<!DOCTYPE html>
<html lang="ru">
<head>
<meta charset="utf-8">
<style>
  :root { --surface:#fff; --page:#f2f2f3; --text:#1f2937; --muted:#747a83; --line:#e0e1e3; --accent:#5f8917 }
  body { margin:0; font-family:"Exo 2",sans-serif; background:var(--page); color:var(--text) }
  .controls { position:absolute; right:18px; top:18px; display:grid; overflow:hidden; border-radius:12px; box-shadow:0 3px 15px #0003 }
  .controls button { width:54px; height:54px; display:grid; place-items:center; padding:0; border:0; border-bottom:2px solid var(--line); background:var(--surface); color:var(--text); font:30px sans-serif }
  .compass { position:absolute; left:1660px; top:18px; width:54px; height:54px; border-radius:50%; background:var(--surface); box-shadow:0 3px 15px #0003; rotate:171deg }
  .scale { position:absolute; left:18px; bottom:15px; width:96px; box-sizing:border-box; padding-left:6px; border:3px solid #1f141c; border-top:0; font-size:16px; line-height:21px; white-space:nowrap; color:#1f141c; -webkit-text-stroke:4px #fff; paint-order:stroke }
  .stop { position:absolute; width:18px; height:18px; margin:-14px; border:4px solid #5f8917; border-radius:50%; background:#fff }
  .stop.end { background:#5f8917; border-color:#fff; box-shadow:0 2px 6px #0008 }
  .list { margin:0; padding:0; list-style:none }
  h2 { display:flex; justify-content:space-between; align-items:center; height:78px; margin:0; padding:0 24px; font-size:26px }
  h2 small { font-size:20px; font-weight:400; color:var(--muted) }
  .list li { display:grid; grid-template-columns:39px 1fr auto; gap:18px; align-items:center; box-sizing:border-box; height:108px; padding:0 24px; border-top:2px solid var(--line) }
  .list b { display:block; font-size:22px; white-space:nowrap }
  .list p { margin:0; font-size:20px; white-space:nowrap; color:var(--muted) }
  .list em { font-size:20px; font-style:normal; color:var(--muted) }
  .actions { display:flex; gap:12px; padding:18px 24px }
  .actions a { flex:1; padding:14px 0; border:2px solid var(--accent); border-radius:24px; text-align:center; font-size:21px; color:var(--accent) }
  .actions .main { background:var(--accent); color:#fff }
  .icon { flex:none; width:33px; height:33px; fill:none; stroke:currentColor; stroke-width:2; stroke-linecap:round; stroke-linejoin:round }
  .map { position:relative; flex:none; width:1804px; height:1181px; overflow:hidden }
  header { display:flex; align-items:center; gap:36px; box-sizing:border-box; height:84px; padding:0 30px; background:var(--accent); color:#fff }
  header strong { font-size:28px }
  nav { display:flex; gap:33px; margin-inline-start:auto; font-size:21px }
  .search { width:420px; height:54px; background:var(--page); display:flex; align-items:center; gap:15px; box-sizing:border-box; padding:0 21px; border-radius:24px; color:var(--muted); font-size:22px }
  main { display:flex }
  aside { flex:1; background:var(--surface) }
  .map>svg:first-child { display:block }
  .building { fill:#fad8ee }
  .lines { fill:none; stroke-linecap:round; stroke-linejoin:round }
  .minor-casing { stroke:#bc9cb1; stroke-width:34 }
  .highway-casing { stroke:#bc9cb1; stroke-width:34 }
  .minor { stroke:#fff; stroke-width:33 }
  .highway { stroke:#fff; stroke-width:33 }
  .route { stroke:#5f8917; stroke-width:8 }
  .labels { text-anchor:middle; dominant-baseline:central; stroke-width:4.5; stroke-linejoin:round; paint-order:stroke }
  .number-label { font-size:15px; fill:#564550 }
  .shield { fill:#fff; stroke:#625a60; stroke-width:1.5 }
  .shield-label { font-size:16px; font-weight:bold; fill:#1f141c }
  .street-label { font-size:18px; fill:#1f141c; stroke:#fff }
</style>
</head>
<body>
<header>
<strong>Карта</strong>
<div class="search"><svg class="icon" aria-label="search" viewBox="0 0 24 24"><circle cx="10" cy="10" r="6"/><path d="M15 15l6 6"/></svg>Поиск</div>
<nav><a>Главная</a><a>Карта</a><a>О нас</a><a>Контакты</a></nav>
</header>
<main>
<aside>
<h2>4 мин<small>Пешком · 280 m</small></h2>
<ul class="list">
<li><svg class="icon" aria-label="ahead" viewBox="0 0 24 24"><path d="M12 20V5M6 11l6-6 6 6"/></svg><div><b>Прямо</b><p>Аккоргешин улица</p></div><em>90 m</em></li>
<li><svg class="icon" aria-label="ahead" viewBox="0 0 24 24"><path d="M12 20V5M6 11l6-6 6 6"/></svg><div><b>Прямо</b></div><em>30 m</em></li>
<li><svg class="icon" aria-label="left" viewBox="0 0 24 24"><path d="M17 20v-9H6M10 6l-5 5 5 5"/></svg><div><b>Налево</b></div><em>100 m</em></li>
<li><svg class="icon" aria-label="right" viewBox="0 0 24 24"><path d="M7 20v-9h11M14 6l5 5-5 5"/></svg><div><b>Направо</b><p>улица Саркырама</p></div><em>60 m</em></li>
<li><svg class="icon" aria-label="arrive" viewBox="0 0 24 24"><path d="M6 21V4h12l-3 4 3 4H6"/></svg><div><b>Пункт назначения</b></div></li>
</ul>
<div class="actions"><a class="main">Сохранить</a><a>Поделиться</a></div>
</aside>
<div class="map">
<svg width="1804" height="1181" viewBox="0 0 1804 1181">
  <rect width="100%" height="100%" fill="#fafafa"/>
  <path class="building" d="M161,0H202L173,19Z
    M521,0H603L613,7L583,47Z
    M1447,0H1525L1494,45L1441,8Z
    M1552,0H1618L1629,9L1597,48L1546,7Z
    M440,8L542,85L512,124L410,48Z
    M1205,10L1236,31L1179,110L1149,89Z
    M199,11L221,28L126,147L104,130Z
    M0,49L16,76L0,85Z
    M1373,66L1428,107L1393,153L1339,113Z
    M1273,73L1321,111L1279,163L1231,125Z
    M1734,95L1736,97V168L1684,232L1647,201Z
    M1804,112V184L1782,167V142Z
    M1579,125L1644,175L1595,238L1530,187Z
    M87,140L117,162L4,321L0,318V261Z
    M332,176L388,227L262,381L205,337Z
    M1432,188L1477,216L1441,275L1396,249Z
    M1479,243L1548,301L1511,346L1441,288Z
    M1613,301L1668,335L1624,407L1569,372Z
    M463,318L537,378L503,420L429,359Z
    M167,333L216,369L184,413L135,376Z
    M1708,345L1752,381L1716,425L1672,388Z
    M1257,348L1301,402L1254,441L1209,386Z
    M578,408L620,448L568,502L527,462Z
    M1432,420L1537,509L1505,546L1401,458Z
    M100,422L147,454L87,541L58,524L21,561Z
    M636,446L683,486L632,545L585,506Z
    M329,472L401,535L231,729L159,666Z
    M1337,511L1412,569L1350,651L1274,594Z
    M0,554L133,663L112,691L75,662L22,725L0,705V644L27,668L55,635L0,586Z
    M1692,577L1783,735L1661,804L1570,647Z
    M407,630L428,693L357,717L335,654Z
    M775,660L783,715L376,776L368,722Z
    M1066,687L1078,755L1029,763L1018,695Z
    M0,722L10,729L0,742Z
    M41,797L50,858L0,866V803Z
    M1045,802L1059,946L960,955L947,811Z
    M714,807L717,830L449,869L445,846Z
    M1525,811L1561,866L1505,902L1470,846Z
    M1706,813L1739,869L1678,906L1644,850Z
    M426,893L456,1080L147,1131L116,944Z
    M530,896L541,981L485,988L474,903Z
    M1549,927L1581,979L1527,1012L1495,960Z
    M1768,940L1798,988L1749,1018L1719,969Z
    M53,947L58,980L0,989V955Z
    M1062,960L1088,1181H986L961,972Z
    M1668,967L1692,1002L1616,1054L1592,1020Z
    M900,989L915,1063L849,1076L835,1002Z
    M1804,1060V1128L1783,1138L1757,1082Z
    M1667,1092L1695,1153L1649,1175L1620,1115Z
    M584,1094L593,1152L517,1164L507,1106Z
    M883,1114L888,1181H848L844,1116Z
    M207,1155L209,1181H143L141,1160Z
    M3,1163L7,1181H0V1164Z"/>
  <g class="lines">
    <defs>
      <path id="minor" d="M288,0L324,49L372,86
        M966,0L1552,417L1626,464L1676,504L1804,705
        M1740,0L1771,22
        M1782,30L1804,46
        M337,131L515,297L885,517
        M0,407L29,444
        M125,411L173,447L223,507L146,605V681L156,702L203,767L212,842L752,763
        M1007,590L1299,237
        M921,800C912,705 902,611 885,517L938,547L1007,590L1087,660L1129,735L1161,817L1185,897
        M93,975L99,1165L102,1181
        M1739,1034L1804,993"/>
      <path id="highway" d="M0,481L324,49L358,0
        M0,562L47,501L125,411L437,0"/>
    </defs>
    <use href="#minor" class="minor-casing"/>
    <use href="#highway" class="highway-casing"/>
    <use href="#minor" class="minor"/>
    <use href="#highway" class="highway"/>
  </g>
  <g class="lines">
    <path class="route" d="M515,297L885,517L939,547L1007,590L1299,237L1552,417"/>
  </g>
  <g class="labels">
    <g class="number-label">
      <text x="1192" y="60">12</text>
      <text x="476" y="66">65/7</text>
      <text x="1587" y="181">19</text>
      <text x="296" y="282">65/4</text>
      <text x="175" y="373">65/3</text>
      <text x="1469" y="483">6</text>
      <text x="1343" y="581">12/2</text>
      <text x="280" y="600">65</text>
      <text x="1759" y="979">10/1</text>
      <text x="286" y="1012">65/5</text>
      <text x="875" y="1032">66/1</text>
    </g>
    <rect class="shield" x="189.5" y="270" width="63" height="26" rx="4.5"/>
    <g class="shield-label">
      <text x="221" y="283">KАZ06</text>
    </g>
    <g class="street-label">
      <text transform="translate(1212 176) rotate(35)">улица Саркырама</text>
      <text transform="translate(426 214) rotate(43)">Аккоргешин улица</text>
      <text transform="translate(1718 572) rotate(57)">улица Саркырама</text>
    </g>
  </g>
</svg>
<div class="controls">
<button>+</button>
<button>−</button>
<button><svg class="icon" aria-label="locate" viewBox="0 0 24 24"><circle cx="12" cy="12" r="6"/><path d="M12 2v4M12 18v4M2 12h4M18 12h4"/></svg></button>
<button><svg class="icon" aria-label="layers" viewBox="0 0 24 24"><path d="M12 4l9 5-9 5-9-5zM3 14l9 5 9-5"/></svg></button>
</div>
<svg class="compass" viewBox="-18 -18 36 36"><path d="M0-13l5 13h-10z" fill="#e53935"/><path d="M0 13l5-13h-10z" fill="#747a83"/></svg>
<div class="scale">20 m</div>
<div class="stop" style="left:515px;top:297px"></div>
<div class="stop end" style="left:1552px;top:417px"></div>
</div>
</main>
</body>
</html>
────────
Task brief: The word to find is "controls". Copy every line of the data that holds it.

Solution:
  .controls { position:absolute; right:18px; top:18px; display:grid; overflow:hidden; border-radius:12px; box-shadow:0 3px 15px #0003 }
  .controls button { width:54px; height:54px; display:grid; place-items:center; padding:0; border:0; border-bottom:2px solid var(--line); background:var(--surface); color:var(--text); font:30px sans-serif }
<div class="controls">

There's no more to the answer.